Headline inflation has been on a downward trajectory since June 2021. A spike in vegetable prices was seen in October due to crop damage from excessive rainfall. Fuel inflation surged to an all-time high in October due to the rise in international prices of LPG and kerosene.
Market Performance
In this section, we will be seeing a select few sectors and how they have moved with relation to the Nifty 50. Please note that the Nifty 50 may not be the most suitable comparison for every sector and has just been used as a point of reference for relative performance.

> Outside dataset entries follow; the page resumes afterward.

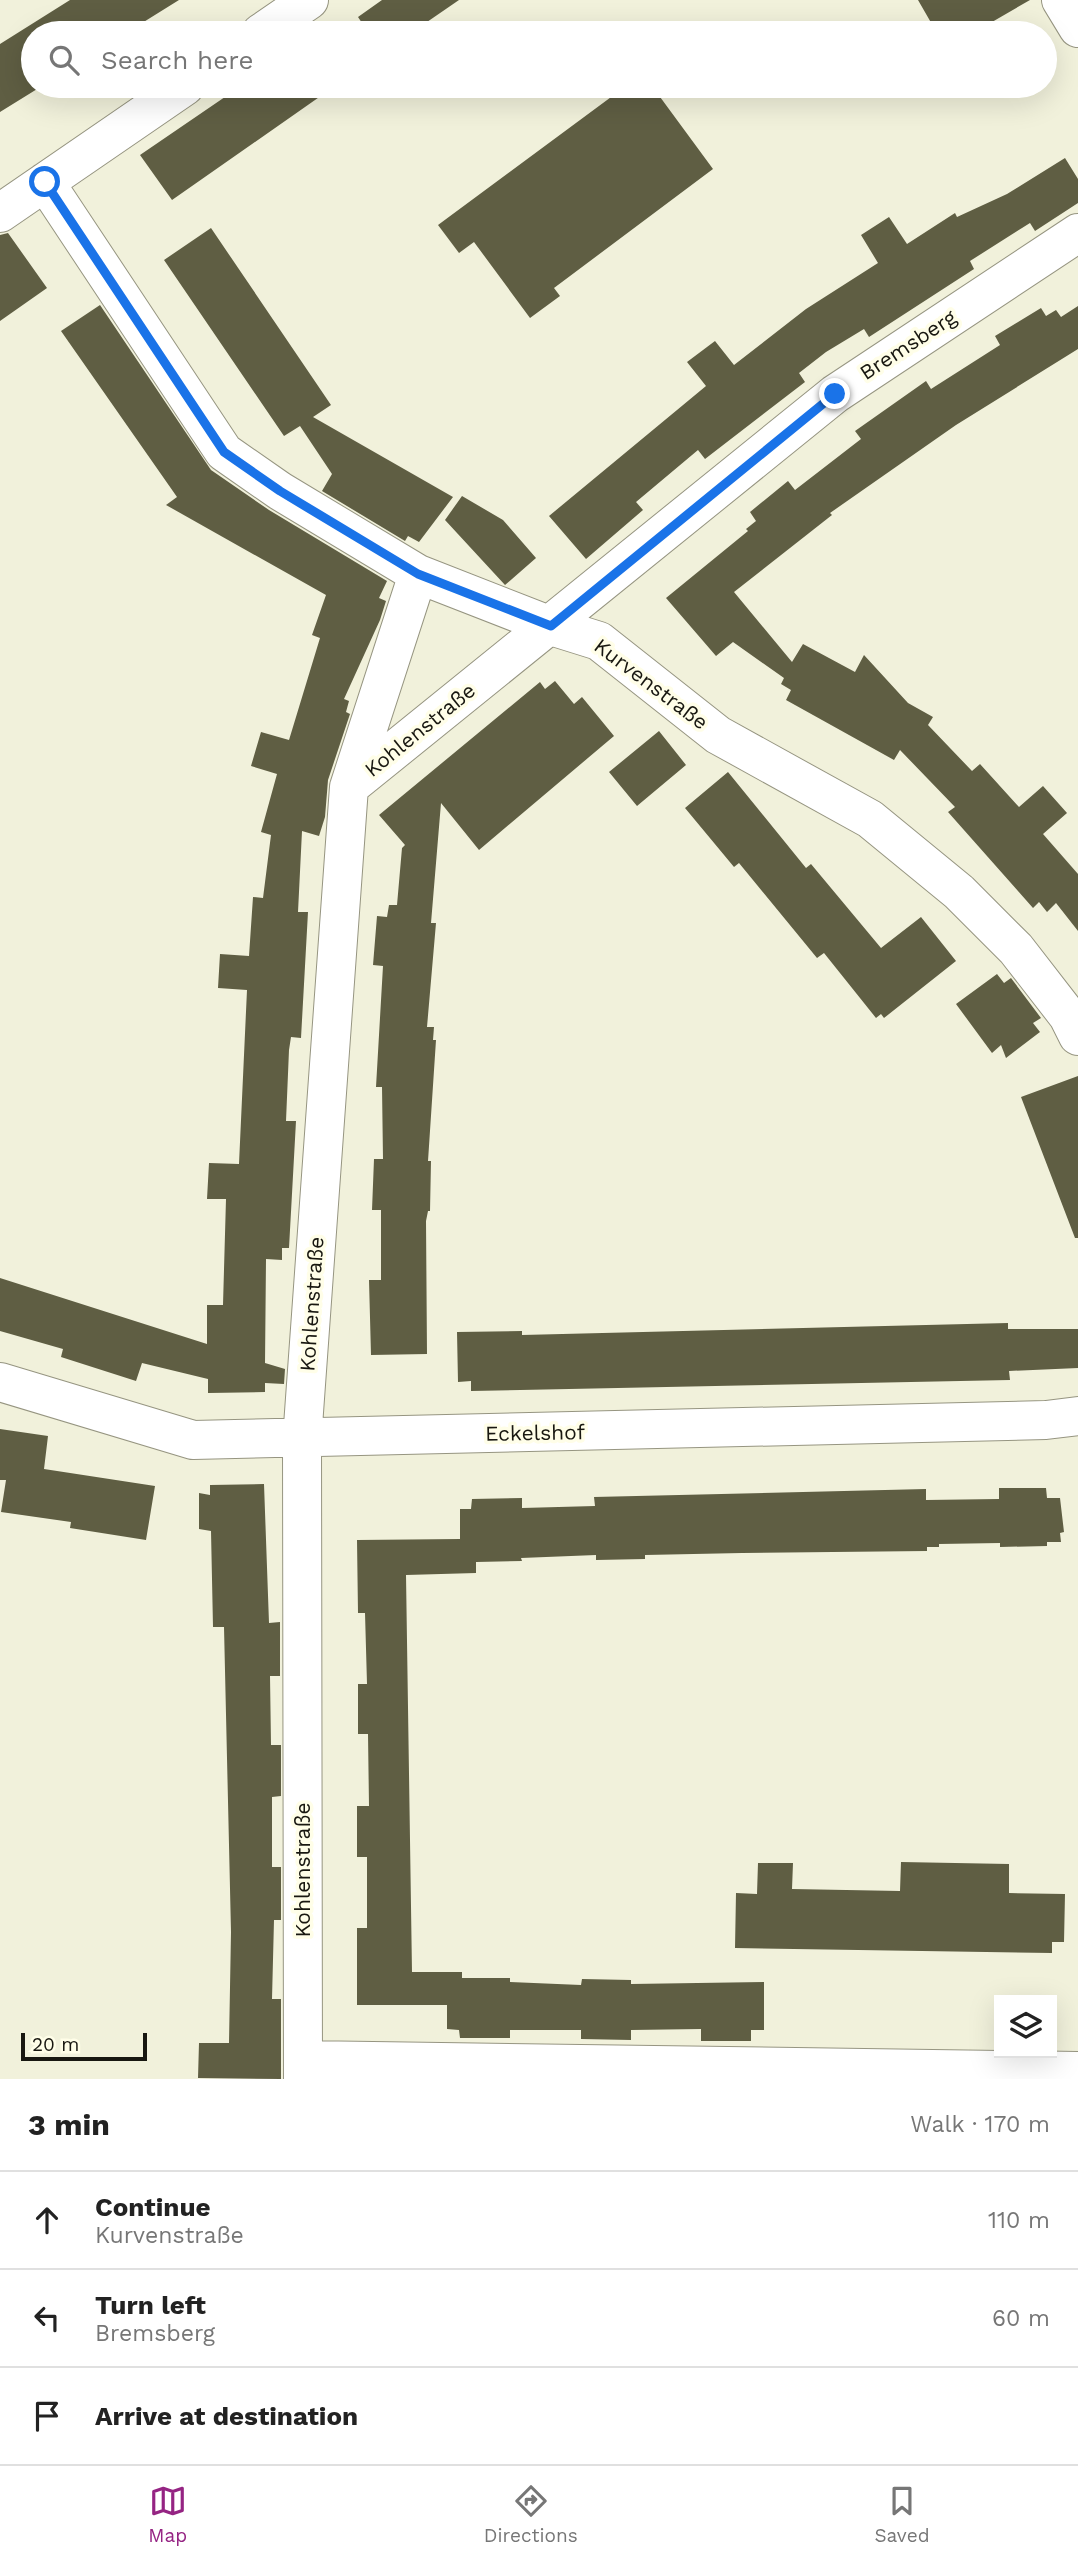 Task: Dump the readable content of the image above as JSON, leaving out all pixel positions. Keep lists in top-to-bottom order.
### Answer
{
  "streets": {
    "street": [
      "Bremsberg",
      "Kurvenstraße",
      "Kohlenstraße",
      "Eckelshof"
    ]
  },
  "crossings": [
    ["Bremsberg", "Kurvenstraße"],
    ["Bremsberg", "Kohlenstraße"],
    ["Kurvenstraße", "Kohlenstraße"],
    ["Kohlenstraße", "Eckelshof"]
  ],
  "scale_bar": "20 m",
  "page": {
    "search": "Search here",
    "scale": "20 m",
    "heading": ["3 min", "Walk · 170 m"],
    "list": [
      ["Continue", "Kurvenstraße", "110 m"],
      ["Turn left", "Bremsberg", "60 m"],
      "Arrive at destination"
    ],
    "nav": ["Map", "Directions", "Saved"]
  }
} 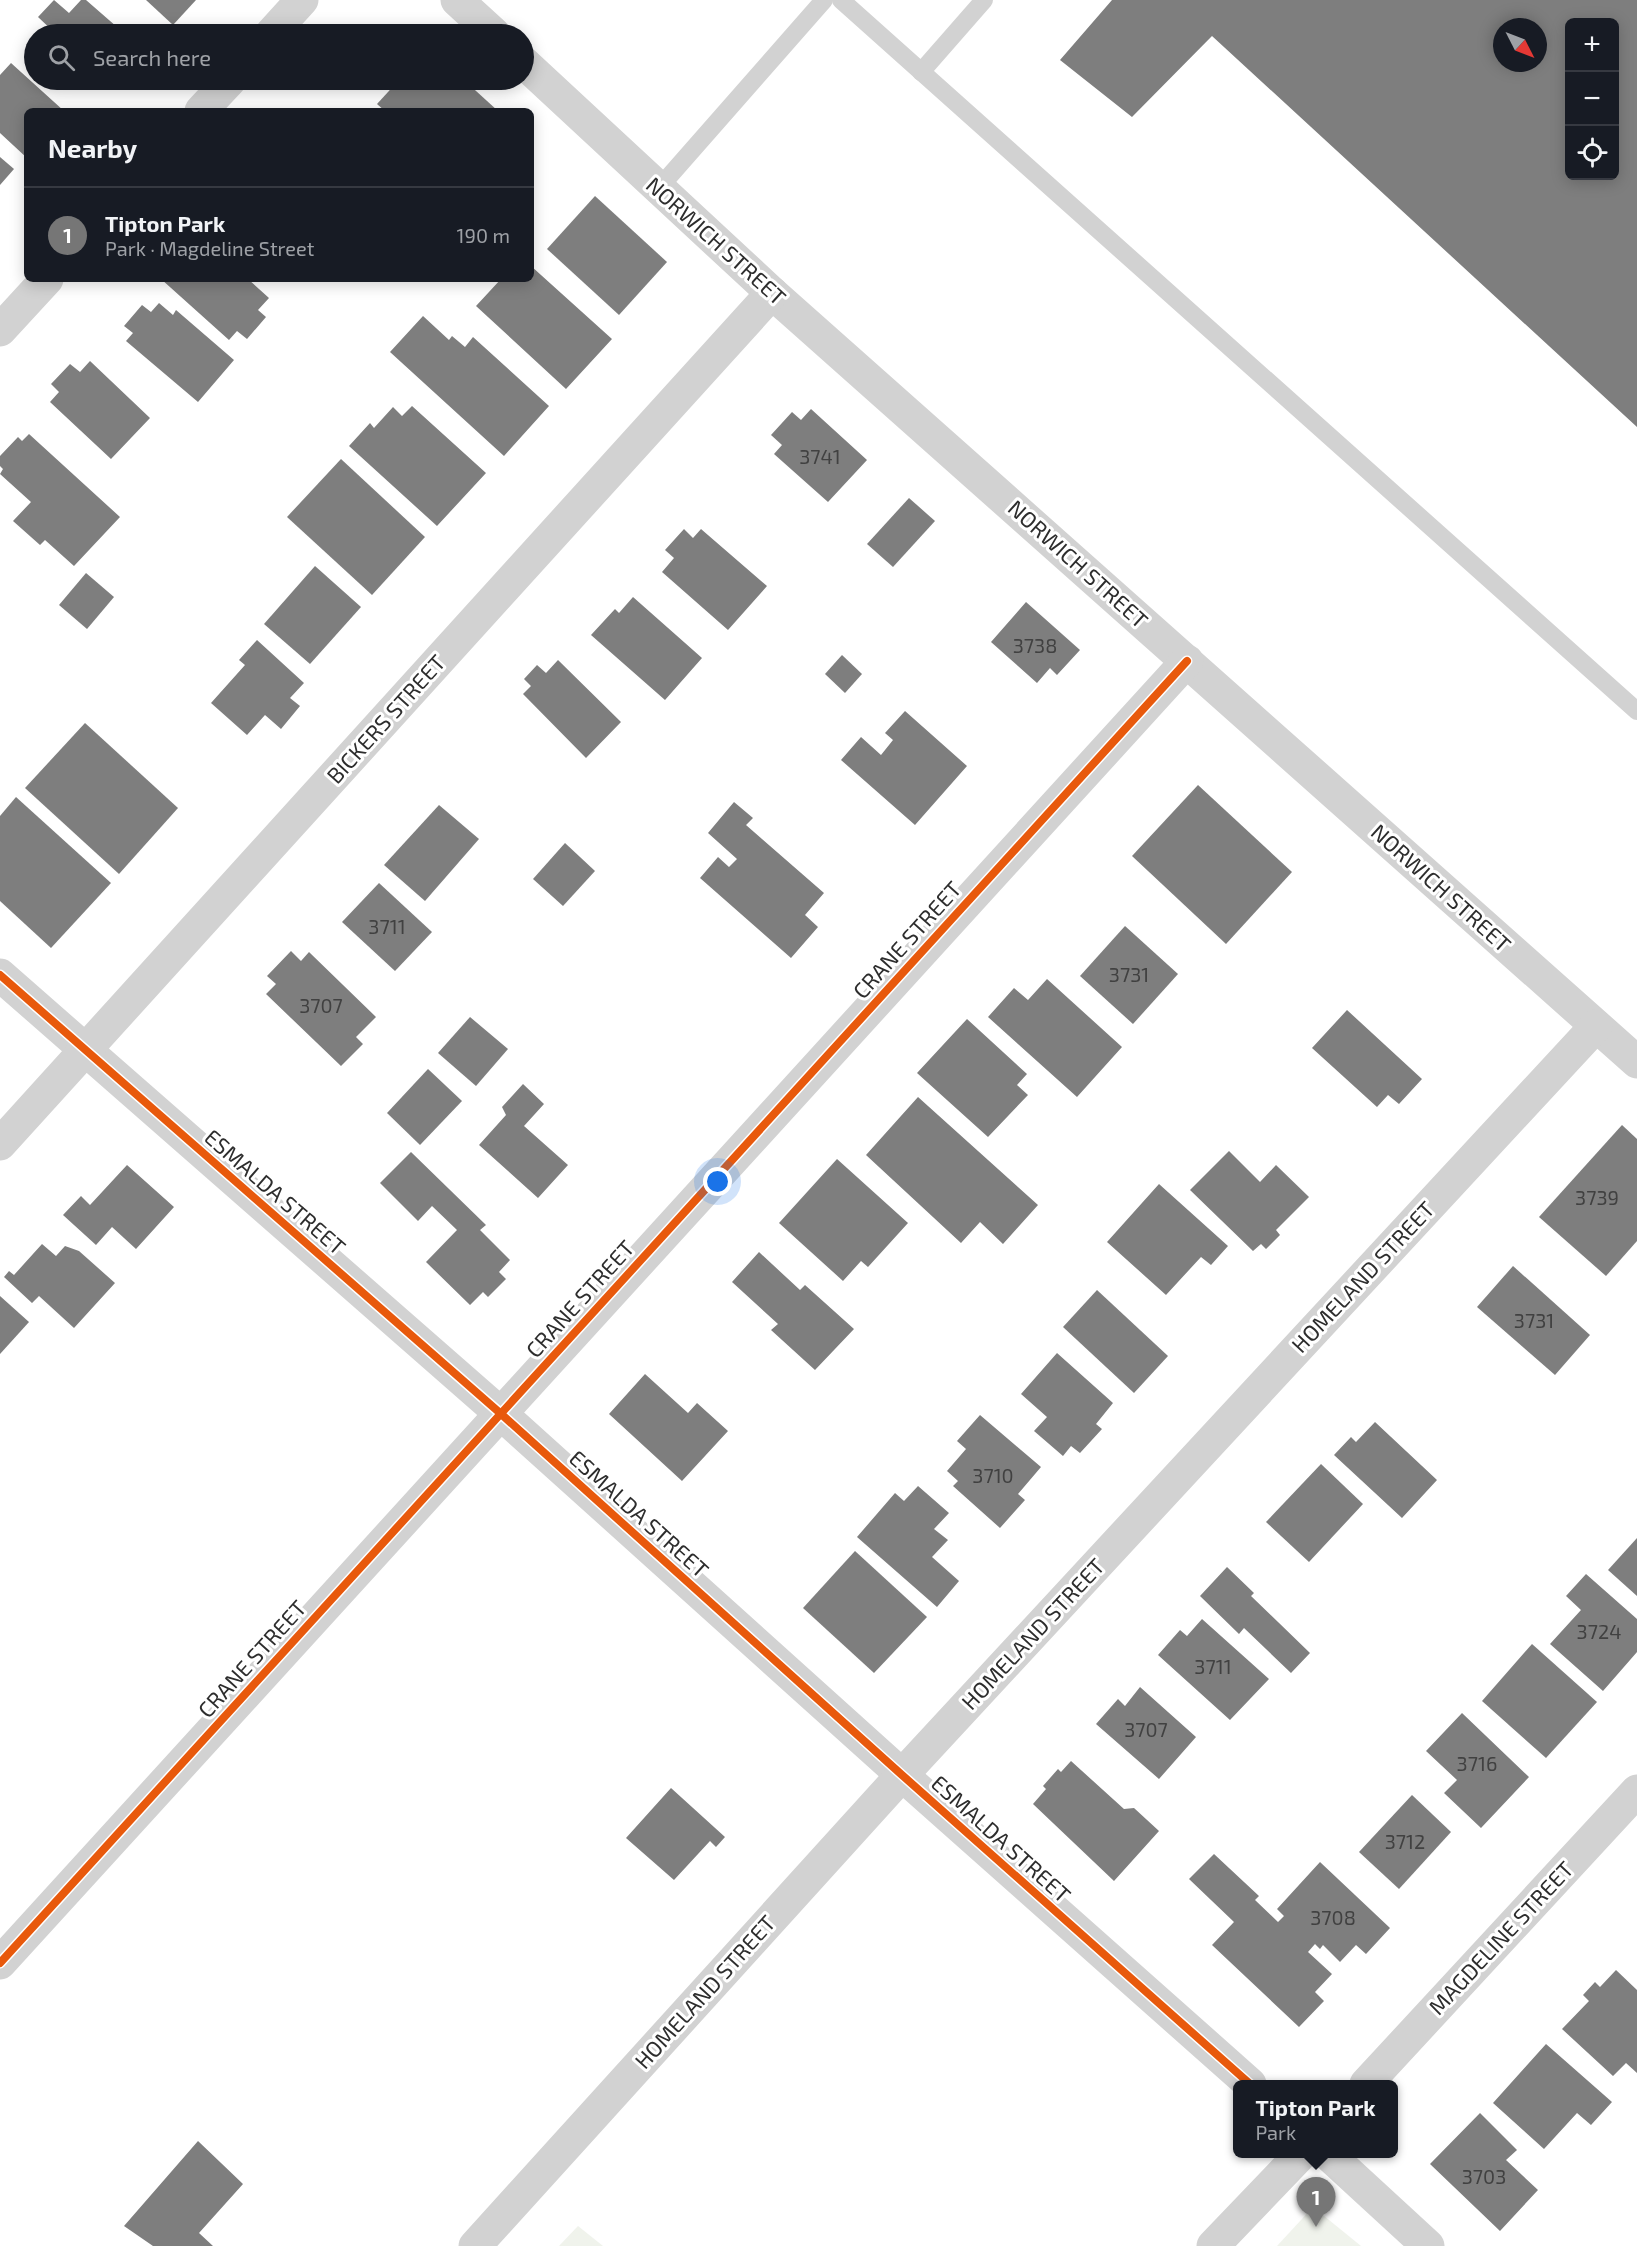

Metals have steadily outperformed the index this year with nearly 60% gains since January. The public sector index has done 32% with IT coming in at 25%. Nifty Infrastructure has performed in line with the Nifty 50 with both coming in at around 15%.
After a stellar 2020, pharma has disappointed many investors with an 8% return for the calendar year. Nifty auto and the banking index have been rocky with auto-closing at 1% and banking breaking even for the year. Nifty FMCG is 3% down in the calendar year being the only sector with a negative return.
Initial Public Offerings
This year we have seen 98 IPOs. A lot of people invest in IPOs looking for listing gains. Let’s see how they’ve done.
IPOs that have doubled or have had returns more than double from their issue price make up 24% whereas IPOs that have had negative returns from their issue price constitute 37%. For the issuers, coming out with the IPO in a bull market is preferred as the market sentiment at that point would enable them to get a higher valuation. Investors must be very careful when investing in IPOs and should consider valuations before making a decision.